Please copy each line of the listing that includes the string "numOctaves".

### Dataset records
=-=-=

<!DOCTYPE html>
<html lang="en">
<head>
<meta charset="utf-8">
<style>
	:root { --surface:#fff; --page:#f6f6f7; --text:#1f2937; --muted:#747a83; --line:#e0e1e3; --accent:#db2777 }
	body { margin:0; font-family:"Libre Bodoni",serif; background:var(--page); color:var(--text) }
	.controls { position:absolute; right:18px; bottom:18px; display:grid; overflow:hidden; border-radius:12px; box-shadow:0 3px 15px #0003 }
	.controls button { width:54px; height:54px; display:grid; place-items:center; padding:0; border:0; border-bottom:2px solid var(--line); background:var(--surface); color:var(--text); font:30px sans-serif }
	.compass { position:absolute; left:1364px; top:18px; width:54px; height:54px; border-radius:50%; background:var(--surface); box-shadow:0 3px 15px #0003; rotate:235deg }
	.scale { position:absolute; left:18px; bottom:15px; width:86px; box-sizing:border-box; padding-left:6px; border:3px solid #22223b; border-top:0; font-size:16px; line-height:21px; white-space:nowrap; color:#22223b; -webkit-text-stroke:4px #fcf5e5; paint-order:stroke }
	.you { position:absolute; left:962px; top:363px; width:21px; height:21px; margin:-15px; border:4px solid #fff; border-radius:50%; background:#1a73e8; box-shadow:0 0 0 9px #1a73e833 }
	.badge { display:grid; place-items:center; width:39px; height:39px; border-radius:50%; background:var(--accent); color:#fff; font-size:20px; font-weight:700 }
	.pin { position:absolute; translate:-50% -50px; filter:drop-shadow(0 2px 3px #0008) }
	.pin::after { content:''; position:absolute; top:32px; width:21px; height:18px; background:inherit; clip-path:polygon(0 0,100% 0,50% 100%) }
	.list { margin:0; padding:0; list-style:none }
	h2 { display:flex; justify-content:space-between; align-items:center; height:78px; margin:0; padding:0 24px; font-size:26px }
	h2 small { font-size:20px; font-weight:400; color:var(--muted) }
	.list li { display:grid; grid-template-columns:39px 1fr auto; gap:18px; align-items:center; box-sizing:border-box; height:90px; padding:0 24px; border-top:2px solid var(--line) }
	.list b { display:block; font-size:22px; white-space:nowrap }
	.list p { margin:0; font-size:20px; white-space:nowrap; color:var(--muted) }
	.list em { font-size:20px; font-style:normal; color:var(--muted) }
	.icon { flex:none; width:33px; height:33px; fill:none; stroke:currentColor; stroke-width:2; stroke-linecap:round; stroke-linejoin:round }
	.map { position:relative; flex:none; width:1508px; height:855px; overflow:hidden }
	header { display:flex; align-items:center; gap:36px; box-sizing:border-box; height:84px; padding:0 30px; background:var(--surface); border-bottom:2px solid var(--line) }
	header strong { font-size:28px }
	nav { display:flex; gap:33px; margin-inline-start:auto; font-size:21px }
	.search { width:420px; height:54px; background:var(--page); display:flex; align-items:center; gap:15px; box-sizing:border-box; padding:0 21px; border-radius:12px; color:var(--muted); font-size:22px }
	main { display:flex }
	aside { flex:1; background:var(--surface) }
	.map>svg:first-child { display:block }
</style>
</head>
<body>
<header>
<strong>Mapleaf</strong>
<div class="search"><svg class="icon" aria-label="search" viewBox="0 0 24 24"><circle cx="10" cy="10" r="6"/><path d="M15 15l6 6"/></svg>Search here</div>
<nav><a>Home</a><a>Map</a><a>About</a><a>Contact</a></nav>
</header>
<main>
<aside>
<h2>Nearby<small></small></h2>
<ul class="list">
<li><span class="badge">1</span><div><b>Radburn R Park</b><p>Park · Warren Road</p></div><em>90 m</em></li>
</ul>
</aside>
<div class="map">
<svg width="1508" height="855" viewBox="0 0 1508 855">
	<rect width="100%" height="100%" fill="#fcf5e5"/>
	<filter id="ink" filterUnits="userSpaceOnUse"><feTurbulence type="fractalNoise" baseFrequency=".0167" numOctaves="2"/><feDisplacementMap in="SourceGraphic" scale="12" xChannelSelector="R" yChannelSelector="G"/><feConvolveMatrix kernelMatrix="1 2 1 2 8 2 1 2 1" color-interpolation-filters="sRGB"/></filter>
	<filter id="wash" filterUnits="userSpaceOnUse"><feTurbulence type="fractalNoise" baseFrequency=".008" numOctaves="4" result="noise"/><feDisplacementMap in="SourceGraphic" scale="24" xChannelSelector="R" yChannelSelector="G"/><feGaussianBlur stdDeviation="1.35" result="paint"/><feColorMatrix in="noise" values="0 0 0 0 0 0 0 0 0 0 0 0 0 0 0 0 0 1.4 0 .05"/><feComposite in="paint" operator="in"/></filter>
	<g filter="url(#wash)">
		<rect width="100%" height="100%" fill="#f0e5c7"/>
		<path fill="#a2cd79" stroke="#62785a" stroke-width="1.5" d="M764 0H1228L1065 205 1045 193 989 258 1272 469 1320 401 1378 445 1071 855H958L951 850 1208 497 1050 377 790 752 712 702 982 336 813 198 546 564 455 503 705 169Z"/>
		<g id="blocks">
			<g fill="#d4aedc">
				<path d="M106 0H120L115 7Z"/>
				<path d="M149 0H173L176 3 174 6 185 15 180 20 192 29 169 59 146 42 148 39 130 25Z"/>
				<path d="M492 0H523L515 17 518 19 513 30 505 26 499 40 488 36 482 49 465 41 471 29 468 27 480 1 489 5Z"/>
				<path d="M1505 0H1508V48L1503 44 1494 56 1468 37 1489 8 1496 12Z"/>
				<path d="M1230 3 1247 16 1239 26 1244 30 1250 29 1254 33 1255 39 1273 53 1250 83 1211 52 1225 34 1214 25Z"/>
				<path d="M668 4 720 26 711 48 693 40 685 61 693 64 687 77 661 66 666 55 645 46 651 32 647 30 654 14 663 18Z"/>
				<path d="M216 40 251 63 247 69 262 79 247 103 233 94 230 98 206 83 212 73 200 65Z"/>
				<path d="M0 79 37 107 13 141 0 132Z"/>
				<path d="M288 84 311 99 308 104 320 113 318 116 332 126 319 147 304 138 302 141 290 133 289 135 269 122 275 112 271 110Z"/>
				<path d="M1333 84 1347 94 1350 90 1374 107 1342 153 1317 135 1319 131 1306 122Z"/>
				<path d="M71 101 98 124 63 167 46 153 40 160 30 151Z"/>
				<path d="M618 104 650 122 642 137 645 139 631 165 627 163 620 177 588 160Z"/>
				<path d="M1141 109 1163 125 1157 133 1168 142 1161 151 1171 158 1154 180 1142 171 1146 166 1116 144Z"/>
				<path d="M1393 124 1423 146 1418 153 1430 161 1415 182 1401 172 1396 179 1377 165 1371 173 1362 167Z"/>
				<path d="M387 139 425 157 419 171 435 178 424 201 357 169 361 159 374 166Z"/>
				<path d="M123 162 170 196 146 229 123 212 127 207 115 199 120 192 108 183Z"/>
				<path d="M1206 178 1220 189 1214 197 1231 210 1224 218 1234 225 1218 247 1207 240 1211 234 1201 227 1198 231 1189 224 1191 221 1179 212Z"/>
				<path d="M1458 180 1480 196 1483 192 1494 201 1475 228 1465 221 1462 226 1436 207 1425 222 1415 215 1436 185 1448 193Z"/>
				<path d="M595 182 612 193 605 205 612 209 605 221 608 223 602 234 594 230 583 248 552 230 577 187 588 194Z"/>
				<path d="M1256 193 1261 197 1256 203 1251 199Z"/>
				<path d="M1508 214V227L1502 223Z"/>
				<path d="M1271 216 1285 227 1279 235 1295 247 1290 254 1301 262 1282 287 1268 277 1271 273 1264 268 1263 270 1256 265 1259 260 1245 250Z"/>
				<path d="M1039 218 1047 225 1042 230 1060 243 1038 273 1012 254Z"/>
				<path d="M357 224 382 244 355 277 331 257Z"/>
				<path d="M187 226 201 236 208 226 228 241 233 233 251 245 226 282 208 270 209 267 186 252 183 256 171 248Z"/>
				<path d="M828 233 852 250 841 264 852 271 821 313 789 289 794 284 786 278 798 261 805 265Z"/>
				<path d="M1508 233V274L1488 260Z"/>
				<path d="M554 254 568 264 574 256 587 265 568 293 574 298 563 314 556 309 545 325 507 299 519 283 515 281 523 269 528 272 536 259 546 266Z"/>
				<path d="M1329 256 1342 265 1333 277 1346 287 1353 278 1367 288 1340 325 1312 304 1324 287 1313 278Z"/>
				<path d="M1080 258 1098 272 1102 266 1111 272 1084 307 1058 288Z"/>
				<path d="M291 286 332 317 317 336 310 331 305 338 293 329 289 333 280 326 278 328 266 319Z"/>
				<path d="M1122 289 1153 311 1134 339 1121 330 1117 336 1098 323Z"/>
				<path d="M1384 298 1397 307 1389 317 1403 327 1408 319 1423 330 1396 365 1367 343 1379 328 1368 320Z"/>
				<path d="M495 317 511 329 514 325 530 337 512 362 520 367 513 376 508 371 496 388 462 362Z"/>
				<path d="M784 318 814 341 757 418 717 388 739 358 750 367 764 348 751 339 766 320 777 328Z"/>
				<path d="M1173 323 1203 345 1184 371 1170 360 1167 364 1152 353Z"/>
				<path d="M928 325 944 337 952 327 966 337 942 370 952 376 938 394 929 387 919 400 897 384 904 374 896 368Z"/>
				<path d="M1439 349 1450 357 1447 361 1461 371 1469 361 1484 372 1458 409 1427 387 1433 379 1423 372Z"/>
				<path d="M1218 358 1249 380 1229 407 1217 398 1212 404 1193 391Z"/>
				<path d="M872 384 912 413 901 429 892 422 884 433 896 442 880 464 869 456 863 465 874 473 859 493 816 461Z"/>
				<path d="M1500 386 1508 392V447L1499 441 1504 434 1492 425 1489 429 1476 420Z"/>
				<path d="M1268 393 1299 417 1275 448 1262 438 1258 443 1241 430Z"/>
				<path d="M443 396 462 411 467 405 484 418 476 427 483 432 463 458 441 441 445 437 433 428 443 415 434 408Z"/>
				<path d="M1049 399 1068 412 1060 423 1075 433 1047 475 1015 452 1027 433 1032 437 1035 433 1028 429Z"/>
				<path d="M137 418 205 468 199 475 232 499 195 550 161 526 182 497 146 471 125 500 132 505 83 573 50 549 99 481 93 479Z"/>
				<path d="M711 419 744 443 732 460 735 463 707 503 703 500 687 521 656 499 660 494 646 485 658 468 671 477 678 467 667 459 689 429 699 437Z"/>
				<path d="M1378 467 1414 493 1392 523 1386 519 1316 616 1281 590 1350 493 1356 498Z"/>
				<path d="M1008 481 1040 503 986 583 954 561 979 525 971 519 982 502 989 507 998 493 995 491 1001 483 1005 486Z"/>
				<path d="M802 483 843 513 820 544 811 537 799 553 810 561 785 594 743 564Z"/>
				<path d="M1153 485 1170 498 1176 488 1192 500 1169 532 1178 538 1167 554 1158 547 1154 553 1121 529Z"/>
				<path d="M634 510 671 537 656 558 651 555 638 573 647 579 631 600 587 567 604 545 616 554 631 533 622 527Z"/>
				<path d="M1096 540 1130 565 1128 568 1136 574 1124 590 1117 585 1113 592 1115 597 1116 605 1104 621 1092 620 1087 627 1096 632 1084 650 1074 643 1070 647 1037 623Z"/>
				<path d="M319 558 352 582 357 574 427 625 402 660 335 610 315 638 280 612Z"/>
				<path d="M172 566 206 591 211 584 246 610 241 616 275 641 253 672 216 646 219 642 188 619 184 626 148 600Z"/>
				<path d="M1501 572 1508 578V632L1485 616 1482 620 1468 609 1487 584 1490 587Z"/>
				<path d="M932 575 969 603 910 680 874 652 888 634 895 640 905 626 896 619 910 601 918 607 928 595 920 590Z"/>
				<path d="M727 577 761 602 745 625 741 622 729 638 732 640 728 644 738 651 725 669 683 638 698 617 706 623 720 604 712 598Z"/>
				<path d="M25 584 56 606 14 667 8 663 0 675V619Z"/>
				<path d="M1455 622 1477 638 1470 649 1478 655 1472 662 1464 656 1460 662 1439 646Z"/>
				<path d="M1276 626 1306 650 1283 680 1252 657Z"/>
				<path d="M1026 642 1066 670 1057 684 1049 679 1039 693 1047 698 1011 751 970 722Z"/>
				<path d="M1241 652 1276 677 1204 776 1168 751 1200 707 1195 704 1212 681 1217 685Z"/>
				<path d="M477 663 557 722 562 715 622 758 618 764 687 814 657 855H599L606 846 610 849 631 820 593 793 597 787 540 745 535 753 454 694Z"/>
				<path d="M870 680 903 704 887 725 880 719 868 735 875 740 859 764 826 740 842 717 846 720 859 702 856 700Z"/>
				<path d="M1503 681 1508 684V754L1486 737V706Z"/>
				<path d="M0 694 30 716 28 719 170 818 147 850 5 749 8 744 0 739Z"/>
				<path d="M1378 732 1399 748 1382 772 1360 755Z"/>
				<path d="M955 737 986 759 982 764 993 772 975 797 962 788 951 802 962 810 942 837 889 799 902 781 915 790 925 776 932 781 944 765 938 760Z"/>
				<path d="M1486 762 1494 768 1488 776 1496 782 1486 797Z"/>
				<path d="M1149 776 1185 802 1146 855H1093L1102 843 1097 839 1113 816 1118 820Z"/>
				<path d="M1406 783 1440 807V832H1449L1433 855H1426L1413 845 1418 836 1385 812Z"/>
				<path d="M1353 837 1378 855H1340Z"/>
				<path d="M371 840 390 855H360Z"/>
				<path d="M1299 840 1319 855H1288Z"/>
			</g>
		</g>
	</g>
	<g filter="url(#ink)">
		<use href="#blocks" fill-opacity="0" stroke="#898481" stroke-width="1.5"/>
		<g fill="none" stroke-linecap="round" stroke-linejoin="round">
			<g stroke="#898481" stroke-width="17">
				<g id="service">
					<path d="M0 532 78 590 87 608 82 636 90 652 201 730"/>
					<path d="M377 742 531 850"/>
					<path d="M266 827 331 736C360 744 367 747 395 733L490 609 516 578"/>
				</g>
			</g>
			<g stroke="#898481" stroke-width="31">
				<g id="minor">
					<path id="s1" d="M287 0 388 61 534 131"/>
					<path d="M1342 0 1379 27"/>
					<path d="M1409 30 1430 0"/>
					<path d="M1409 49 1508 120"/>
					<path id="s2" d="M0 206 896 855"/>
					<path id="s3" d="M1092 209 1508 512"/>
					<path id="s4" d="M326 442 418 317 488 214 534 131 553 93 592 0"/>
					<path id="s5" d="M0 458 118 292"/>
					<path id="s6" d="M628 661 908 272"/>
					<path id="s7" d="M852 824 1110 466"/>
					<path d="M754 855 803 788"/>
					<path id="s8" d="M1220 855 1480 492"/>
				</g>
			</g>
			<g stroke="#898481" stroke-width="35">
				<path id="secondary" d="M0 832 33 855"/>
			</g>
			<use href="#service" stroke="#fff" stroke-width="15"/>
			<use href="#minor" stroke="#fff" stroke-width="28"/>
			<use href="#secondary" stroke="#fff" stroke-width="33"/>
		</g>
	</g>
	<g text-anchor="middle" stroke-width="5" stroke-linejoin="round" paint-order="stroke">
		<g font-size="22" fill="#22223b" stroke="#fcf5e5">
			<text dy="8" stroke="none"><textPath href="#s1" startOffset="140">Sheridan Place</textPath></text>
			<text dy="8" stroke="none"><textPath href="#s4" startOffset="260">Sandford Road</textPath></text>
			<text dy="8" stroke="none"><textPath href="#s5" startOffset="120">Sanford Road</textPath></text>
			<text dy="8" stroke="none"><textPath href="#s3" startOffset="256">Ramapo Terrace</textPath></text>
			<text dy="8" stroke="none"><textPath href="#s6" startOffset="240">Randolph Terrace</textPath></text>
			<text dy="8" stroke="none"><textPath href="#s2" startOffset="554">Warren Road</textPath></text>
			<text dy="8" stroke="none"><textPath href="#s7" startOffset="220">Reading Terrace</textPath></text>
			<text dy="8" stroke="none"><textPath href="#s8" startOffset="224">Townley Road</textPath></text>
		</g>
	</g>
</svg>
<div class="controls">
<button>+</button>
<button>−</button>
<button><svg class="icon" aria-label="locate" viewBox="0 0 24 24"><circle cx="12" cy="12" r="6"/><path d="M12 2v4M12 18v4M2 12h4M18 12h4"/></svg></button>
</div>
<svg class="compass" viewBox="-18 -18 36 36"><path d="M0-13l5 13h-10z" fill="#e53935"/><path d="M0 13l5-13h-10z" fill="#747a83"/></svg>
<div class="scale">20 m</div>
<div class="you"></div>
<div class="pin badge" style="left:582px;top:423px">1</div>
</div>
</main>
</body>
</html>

=-=-=

### Reply to the task
	<filter id="ink" filterUnits="userSpaceOnUse"><feTurbulence type="fractalNoise" baseFrequency=".0167" numOctaves="2"/><feDisplacementMap in="SourceGraphic" scale="12" xChannelSelector="R" yChannelSelector="G"/><feConvolveMatrix kernelMatrix="1 2 1 2 8 2 1 2 1" color-interpolation-filters="sRGB"/></filter>
	<filter id="wash" filterUnits="userSpaceOnUse"><feTurbulence type="fractalNoise" baseFrequency=".008" numOctaves="4" result="noise"/><feDisplacementMap in="SourceGraphic" scale="24" xChannelSelector="R" yChannelSelector="G"/><feGaussianBlur stdDeviation="1.35" result="paint"/><feColorMatrix in="noise" values="0 0 0 0 0 0 0 0 0 0 0 0 0 0 0 0 0 1.4 0 .05"/><feComposite in="paint" operator="in"/></filter>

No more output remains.